> INSTRUCTIONS FOR THE TASK
All lines in the records below that hold "Localize" are to be shown.

(Items from a data source)
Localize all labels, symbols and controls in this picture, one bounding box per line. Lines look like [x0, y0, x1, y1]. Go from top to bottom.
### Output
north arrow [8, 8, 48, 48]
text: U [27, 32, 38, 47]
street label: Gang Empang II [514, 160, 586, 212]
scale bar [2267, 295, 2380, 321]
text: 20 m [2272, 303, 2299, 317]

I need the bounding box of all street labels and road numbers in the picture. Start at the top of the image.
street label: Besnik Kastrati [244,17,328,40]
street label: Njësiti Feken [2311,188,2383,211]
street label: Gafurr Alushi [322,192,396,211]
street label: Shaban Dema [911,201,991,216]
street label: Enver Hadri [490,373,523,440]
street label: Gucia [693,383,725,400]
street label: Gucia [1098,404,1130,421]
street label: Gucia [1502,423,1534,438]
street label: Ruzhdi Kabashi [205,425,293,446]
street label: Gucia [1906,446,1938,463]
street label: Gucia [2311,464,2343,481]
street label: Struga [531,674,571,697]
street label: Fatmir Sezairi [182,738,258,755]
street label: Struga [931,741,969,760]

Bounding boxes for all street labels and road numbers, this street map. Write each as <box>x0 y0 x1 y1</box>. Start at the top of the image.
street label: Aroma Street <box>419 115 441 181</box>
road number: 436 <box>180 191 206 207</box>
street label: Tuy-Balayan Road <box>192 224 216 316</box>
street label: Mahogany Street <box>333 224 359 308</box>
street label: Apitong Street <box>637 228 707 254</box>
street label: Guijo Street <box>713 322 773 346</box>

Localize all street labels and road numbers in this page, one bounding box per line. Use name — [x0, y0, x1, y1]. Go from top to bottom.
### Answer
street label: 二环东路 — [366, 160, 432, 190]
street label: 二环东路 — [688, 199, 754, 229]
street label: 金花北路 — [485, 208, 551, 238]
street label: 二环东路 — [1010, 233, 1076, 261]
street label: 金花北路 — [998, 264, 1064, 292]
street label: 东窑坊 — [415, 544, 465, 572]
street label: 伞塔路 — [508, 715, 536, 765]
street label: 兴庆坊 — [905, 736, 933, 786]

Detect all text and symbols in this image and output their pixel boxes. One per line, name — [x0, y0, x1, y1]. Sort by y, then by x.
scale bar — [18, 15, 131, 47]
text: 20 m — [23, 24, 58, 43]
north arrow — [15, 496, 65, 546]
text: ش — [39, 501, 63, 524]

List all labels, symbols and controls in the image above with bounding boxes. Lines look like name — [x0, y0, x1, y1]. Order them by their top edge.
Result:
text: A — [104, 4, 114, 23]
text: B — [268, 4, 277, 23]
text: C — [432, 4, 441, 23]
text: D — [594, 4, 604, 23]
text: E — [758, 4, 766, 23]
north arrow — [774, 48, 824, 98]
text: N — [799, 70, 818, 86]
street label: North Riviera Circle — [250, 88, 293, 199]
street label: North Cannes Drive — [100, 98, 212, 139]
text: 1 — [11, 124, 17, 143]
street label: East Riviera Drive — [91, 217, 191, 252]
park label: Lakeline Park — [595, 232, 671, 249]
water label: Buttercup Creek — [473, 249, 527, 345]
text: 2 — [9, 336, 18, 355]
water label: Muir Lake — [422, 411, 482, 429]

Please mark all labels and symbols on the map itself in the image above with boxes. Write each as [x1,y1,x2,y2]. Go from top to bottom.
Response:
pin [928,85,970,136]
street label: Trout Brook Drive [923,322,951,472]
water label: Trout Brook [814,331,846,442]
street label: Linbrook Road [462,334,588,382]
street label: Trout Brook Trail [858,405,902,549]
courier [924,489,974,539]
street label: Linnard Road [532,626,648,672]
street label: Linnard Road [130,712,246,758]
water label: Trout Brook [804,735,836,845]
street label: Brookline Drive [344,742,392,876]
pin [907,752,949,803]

> EXERCISE RESULT
Localize all labels, symbols and controls in this picture, one bounding box per line. Lines look like [x0, y0, x1, y1]. Go from top to bottom.
Localize all street labels and road numbers in this page, one bounding box per line. Use name — [x0, y0, x1, y1]. Go from top to bottom.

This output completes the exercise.